Materials provided below:
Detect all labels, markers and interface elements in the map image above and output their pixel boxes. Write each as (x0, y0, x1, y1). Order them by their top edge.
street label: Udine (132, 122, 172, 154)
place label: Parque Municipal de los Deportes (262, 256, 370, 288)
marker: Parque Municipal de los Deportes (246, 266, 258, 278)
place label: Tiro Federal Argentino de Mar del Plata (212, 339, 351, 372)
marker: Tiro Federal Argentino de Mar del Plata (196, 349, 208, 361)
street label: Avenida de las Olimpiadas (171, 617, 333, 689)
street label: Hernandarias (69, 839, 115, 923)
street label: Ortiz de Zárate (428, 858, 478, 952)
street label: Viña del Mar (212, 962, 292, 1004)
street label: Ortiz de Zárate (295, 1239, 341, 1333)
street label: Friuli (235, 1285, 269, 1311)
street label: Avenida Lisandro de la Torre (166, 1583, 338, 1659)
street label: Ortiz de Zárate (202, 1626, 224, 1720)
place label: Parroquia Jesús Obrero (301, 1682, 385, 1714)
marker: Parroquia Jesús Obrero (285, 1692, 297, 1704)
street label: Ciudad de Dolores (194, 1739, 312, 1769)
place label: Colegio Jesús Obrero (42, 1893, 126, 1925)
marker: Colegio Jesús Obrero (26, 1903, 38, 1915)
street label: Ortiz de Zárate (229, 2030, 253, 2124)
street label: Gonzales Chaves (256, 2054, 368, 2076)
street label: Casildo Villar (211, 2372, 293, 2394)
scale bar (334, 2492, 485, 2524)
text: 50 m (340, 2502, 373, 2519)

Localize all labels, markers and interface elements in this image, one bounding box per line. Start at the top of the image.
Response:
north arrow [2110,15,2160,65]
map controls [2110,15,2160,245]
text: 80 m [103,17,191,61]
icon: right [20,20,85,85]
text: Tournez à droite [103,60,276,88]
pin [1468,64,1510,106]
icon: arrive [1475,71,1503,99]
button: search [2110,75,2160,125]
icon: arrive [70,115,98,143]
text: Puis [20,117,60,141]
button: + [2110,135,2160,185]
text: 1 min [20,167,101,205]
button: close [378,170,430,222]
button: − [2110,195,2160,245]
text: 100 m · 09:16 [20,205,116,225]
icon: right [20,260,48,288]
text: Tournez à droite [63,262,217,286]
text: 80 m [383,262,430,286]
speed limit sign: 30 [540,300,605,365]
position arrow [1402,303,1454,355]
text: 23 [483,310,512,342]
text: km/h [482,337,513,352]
End of Materials provided.
— Your goal —
The whole listing above should be copied out exactly.

— Output below —
Detect all labels, markers and interface elements in the map image above and output their pixel boxes. Write each as (x0, y0, x1, y1). Order them by their top edge.
street label: Udine (132, 122, 172, 154)
place label: Parque Municipal de los Deportes (262, 256, 370, 288)
marker: Parque Municipal de los Deportes (246, 266, 258, 278)
place label: Tiro Federal Argentino de Mar del Plata (212, 339, 351, 372)
marker: Tiro Federal Argentino de Mar del Plata (196, 349, 208, 361)
street label: Avenida de las Olimpiadas (171, 617, 333, 689)
street label: Hernandarias (69, 839, 115, 923)
street label: Ortiz de Zárate (428, 858, 478, 952)
street label: Viña del Mar (212, 962, 292, 1004)
street label: Ortiz de Zárate (295, 1239, 341, 1333)
street label: Friuli (235, 1285, 269, 1311)
street label: Avenida Lisandro de la Torre (166, 1583, 338, 1659)
street label: Ortiz de Zárate (202, 1626, 224, 1720)
place label: Parroquia Jesús Obrero (301, 1682, 385, 1714)
marker: Parroquia Jesús Obrero (285, 1692, 297, 1704)
street label: Ciudad de Dolores (194, 1739, 312, 1769)
place label: Colegio Jesús Obrero (42, 1893, 126, 1925)
marker: Colegio Jesús Obrero (26, 1903, 38, 1915)
street label: Ortiz de Zárate (229, 2030, 253, 2124)
street label: Gonzales Chaves (256, 2054, 368, 2076)
street label: Casildo Villar (211, 2372, 293, 2394)
scale bar (334, 2492, 485, 2524)
text: 50 m (340, 2502, 373, 2519)

Localize all labels, markers and interface elements in this image, one bounding box per line. Start at the top of the image.
Response:
north arrow [2110,15,2160,65]
map controls [2110,15,2160,245]
text: 80 m [103,17,191,61]
icon: right [20,20,85,85]
text: Tournez à droite [103,60,276,88]
pin [1468,64,1510,106]
icon: arrive [1475,71,1503,99]
button: search [2110,75,2160,125]
icon: arrive [70,115,98,143]
text: Puis [20,117,60,141]
button: + [2110,135,2160,185]
text: 1 min [20,167,101,205]
button: close [378,170,430,222]
button: − [2110,195,2160,245]
text: 100 m · 09:16 [20,205,116,225]
icon: right [20,260,48,288]
text: Tournez à droite [63,262,217,286]
text: 80 m [383,262,430,286]
speed limit sign: 30 [540,300,605,365]
position arrow [1402,303,1454,355]
text: 23 [483,310,512,342]
text: km/h [482,337,513,352]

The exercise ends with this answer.